The spider programming technology is the key part of search engine, which is the convenient and effective method to get the information from the WWW. Surrounding the innovative technology of Web Data Mining and based on the whole request of search engine’s frame, the main work of this article is to realize the cruise of the Internet spider,and store the data of the page into the local database, place a firm foundation for the realization of intelligent search engine.

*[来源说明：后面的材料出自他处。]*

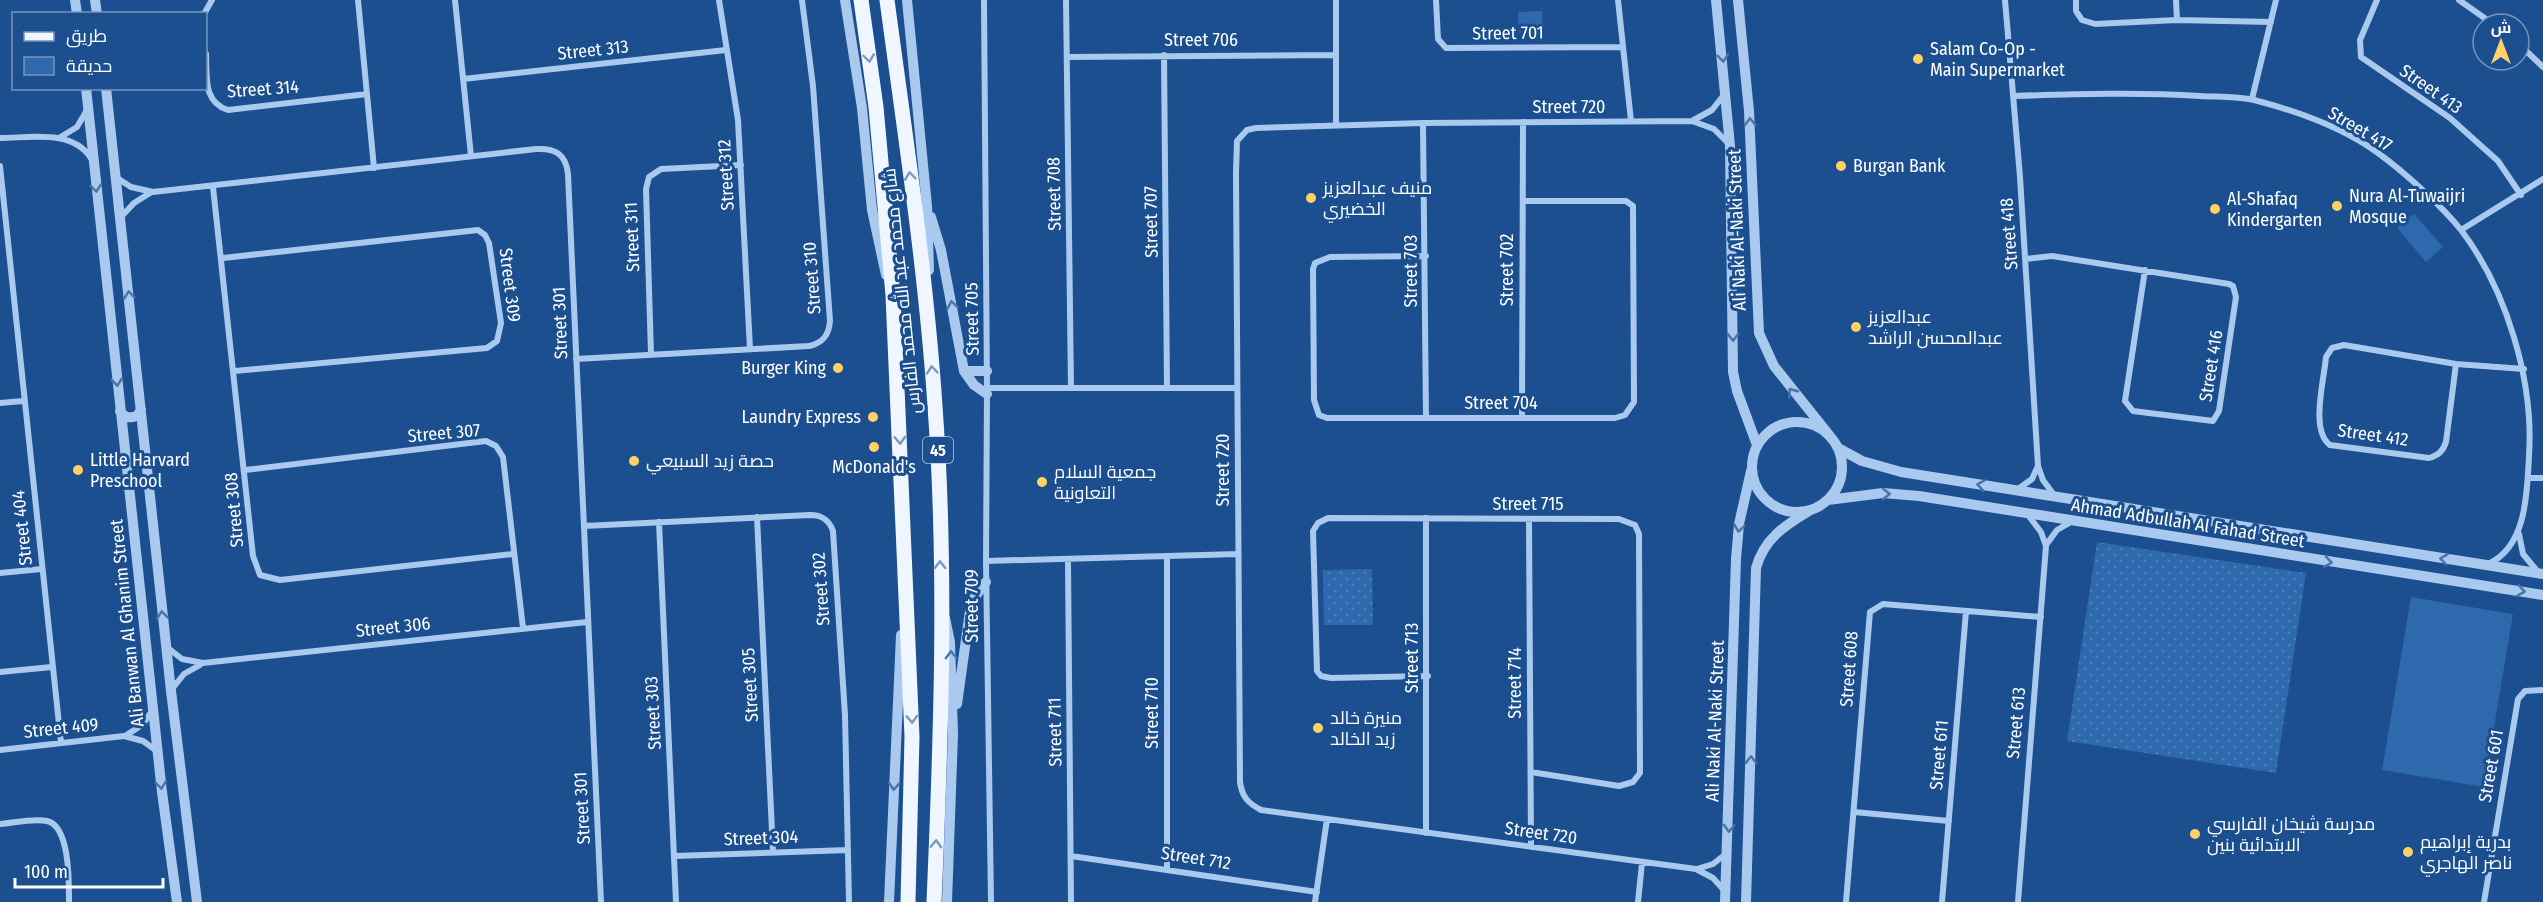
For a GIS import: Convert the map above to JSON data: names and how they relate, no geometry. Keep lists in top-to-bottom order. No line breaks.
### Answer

     The main contents of this article include:
     Firstly, analyze the principle of search engines and realize the first step in the work of search engine: get the page data from Internet. Secondly, describes the technology used in the article,such as HTTP protocol, Regular Expressions, Multi-thread and ADO.NET. Based on the network spider technique, the article analyzes and designs a system of a new spider. Using the BFS strategy ,Combined with multi-threads technology , this article realizes the algorithms of crawling the web-pages from Internal and External networks and analyzing the content .
     In this paper, the innovation lies, first, regular expression technology applications to getting WEB content to make extracting the website URL quickly and efficiently and achieving crawls the internal networks and the web-pages content and analysis algorithms. Finally compress data with Zlib algorithm and put the data into the local database. Secondly, in order to increase the speed, we adopt a special strategy to deal with the wrong URL. That is, through the server's response time to deciding whether or not to get the HTTP pages, then put the overtime URL in the wrong queue waiting for the process of the thread of dealing with wrong URL. Thirdly, after analyzing the result of experiment in the network of campus and the result of the data stored in the database, the feasibility of the spider can be validated,the prospective object of the system have been achieved.
     Finally,the conclusion of the whole system and the future work of the subject are presented.

引文

[1] http://www.9238.net/searchengine.htm.
    [2] 邹涛等.基于 WWW 的文本信息挖掘.情报学报,1999,18(4).
    [3] http://tpi.cnki.net/tech02.htm.
    [4] http://www.pconline.com.cn/pcedu/empolder/wz/php/0501/533294_3.html 2005-01-11 10:10:01.
    [5] 林杰斌.《数据挖掘与 OLAP).清华大学出版社,2003.1.
    [6] Etz96 O. Etzioni. The world wide web: Quagmire or gold mine. Communications of the ACM, 39(11):65-68,1996.
    [7] Zai99 O.Zaiane Resource and Knowledge Discovery from the Internet and Multimedia Repositories. 1999. Ph.D Thesis.
    [8] The Laborious Way from Data Mining to Web Log Mining Myra Spiliopoulou Institute Fur WirtschaftsinFormatil, Humbildt-University Berlin.
    [9] Grouping Web Page Reference into Transaction for Mining World Wide Web Browsing Patterns R.Cooley.
    [10] ZHLC98 O.R.Zaiane, J.Han, Z.-N.Li, S.H.Chee, and J.chiang. Multimediaminer: a system prototype for multimedia data mining. In Proc. ACM SIGMOD Intl. Conf.on Management of Data. p581-583,1998.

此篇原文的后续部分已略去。